Former President Jimmy Carter earned a Nobel Peace Prize in 2002 which, at the time, seemed to cap his decades of dedication to international humanitarian work after leaving the White House.
Instead, he continued to work for years after — a legacy that is drawing renewed attention in the wake of his death at age 100.
After serving one term as president and losing his reelection bid to Ronald Reagan, Carter and his wife, Rosalynn Carter, founded an eponymous organization in Georgia dedicated to conflict resolution and advancing human rights, public health and democracy around the world.
The Carter Center, the main vehicle for the Carters’ work, was founded in 1982, the year after he left the White House.
Jimmy Carter’s advocacy for peaceful resolutions to global conflicts helped burnish his reputation as a global statesman, a commitment he underscored when receiving the Nobel on Dec. 10, 2002.
“War may sometimes be a necessary evil. But no matter how necessary, it is always evil, never a good. We will not learn how to live together in peace by killing each other’s children,” he said then.
The center’s website declares that it is guided by the principles of Jimmy and Rosalynn Carter, including, “a fundamental commitment to human rights and the alleviation of human suffering” while “seek[ing] to prevent and resolve conflicts, enhance freedom and democracy, and improve health.”
Since its founding, the center has established programs across the globe, focusing both on democracy promotion and public engagement with government as well as global health.
Among other accomplishments, the center highlights work monitoring 113 elections across 39 countries. Specifically, the center recently observed elections in Myanmar, Bolivia, the Ivory Coast, Guyana, Tunisia and Nepal and currently runs projects to expand women’s access to information in Liberia, Bangladesh and Guatemala.
Elsewhere, the center is “supporting a human rights-based approach to the Israeli-Palestinian conflict,” working to implement a 2015 peace agreement in Mali and ameliorate the humanitarian crisis in Syria, the type of work that led to Jimmy Carter’s Nobel Peace Prize in 2002.
“What I derive from this is a commitment to peace, to the honoring of international law,” Jimmy Carter said on Oct. 11, 2002 after he was announced as the prize’s winner that year.
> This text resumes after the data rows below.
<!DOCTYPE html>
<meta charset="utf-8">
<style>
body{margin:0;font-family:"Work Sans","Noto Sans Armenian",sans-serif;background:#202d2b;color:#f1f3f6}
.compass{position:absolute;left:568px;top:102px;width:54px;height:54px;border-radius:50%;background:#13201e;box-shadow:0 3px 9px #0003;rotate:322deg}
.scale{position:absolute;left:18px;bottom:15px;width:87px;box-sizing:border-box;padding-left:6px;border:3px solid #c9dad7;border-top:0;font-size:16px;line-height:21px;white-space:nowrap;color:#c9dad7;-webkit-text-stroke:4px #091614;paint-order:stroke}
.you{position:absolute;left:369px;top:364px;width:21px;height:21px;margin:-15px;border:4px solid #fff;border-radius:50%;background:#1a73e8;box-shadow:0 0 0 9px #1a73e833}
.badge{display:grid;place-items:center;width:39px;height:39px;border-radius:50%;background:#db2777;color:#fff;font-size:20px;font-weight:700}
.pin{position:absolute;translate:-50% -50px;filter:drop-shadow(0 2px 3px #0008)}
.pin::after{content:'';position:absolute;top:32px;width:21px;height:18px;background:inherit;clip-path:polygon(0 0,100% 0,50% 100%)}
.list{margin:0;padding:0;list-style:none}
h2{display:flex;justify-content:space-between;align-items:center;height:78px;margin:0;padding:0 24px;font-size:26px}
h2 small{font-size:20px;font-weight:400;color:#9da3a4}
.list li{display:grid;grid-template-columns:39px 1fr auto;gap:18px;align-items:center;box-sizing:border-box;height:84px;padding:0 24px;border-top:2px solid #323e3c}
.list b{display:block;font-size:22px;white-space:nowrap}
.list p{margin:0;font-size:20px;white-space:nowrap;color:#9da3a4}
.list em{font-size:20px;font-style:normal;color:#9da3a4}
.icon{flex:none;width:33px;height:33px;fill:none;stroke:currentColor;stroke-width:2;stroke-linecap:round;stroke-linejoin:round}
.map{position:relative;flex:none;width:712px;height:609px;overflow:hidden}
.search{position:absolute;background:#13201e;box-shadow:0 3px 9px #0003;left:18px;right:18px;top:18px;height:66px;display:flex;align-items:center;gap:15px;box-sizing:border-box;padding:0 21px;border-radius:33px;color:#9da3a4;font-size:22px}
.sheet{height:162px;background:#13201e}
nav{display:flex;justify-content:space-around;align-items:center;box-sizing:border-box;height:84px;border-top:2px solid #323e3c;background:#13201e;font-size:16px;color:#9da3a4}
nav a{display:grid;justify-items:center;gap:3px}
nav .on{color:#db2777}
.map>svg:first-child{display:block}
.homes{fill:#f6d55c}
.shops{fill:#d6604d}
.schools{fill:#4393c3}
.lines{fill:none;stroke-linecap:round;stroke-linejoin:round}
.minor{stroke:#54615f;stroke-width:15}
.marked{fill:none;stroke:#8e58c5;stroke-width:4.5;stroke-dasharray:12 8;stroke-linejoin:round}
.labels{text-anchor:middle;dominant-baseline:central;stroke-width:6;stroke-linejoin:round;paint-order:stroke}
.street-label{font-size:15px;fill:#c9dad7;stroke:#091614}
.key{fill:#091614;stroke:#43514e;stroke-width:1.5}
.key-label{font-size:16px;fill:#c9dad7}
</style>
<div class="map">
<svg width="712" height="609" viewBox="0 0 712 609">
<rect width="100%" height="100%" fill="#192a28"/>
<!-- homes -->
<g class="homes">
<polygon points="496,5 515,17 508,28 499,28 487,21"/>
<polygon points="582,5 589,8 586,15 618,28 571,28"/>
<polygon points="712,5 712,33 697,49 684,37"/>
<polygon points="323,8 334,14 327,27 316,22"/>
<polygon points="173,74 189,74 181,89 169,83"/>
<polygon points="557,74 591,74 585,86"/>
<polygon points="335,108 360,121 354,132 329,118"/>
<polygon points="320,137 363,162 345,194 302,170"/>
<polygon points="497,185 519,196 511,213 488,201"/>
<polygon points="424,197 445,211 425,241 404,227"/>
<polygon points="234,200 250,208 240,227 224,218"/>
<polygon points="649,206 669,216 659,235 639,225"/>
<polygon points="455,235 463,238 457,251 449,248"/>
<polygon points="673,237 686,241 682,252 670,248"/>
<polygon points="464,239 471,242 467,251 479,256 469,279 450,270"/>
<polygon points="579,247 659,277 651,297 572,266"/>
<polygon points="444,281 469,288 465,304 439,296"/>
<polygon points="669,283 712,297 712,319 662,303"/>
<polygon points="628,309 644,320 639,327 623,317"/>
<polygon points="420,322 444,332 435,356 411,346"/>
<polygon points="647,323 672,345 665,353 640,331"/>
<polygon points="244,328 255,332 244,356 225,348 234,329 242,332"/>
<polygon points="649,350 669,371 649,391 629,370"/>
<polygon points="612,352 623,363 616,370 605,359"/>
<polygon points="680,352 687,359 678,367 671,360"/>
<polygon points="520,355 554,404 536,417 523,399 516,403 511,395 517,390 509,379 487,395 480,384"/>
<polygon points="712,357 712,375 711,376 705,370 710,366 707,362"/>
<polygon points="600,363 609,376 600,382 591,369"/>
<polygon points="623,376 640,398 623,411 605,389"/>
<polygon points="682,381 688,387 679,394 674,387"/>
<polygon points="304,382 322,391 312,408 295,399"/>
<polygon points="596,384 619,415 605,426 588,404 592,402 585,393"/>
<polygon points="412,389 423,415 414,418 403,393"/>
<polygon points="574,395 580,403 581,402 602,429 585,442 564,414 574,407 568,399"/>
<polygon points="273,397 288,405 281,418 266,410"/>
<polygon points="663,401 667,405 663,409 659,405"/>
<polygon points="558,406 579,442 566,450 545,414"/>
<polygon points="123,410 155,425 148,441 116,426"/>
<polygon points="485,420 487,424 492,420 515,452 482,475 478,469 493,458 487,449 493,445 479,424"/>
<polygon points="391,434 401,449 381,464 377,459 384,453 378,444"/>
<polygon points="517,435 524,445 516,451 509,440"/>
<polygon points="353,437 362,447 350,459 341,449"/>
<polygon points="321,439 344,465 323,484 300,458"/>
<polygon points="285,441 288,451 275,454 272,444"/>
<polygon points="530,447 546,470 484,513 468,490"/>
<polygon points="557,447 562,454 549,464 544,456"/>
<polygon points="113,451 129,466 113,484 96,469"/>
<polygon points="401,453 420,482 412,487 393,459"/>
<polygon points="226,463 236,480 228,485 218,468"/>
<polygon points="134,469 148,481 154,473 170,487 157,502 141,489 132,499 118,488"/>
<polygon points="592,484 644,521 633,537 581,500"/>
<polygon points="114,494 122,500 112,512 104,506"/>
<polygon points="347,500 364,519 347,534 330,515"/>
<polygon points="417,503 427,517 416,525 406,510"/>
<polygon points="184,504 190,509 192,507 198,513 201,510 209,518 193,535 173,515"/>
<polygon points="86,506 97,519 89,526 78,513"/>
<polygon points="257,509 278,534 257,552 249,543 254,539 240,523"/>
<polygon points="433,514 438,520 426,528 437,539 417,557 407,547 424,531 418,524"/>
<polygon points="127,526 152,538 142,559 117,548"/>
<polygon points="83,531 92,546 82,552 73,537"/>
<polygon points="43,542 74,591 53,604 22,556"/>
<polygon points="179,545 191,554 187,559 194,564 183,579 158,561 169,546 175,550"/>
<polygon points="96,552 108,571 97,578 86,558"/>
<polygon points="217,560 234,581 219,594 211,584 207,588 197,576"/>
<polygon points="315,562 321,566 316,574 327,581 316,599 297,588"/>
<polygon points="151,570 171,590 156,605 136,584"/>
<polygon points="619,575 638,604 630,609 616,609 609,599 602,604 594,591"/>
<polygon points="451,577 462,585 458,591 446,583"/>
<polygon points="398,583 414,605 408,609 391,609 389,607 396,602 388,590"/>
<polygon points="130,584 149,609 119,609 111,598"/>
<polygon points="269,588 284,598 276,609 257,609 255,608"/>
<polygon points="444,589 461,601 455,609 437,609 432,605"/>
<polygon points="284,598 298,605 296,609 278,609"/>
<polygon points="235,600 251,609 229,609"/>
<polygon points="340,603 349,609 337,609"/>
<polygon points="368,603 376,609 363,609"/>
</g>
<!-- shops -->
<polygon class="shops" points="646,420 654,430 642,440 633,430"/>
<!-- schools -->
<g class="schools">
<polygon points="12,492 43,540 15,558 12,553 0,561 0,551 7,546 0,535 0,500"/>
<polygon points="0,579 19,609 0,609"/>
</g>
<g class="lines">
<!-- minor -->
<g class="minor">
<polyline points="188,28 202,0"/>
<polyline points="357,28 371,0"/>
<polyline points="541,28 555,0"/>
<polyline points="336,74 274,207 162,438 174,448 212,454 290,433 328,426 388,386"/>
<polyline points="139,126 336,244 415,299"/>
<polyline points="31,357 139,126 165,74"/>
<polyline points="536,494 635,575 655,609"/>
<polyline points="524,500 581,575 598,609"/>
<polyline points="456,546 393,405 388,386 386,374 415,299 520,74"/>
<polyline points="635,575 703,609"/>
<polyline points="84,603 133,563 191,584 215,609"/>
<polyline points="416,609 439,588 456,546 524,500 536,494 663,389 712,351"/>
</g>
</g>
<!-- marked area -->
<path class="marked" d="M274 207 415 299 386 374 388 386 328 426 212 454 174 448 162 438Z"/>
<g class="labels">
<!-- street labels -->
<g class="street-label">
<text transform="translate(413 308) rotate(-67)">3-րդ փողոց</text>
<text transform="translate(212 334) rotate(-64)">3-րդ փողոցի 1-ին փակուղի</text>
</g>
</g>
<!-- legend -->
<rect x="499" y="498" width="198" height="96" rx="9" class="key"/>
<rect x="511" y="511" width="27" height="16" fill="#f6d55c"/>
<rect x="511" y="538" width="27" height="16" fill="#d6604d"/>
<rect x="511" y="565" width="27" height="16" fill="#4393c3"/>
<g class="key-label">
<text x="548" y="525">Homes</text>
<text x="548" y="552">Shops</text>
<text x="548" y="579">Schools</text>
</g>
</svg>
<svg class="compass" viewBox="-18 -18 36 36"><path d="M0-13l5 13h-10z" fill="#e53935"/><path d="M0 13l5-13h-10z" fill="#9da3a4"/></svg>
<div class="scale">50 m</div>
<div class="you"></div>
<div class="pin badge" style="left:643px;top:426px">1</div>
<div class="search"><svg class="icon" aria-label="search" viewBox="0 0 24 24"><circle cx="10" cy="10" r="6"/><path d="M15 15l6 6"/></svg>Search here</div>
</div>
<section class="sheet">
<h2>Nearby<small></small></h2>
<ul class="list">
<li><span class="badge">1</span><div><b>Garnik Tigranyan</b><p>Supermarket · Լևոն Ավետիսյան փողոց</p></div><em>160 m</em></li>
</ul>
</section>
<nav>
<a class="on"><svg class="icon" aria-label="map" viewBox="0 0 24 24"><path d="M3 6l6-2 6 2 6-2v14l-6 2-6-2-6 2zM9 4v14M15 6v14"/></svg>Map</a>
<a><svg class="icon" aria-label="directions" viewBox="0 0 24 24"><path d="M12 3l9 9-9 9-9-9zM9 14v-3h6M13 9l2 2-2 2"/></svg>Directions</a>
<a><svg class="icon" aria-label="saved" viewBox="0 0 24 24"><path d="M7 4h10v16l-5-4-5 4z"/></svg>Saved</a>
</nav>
Building off of Jimmy Carter’s success in the White House in establishing a peace treaty between Israel and Egypt, the center ultimately became a diplomatic broker outside of the government’s official channels, with the former president himself meeting world leaders in places like North Korea, where in 1994 he helped establish a pact between Washington and Pyongyang on nuclear issues.
Besides democracy promotion and conflict resolution, the center has also long been involved in several global health programs, including fighting Guinea worm, river blindness, trachoma, schistosomiasis, lymphatic filariasis and malaria.
“We believe access to health care is a human right, especially among poor people afflicted with disease who are forgotten, ignored, and often without hope,” Jimmy Carter said in a quote featured on the center’s website. “Just to know that someone cares about them not only can ease their physical pain but also remove an element of alienation and anger that can lead to hatred and violence.”
Those efforts helped lead to the unanimous decision by the Norwegian Nobel Committee in 2002 to award the peace prize to the former president.
At the time, he lamented the growing global wealth disparity, linking it to many of the world’s greatest challenges.
“Among all the possible choices, I decided that the most serious and universal problem is the growing chasm between the richest and poorest people on earth. Citizens of the ten wealthiest countries are now seventy-five times richer than those who live in the ten poorest ones, and the separation is increasing every year, not only between nations but also within them,” he said in 2002.
“The results of this disparity are root causes of most of the world’s unresolved problems, including starvation, illiteracy, environmental degradation, violent conflict, and unnecessary illnesses that range from Guinea worm to HIV/AIDS.”
Besides working through his center, Jimmy and Rosalynn Carter worked for decades with Habitat for Humanity, often volunteering themselves to help build homes for those in need.
“Habitat provides a simple but powerful avenue for people of different backgrounds to come together to achieve those most meaningful things in life,” Jimmy Carter once said. “A decent home, yes, but also a genuine bond with our fellow human beings. A bond that comes with the building up of walls and the breaking down of barriers.”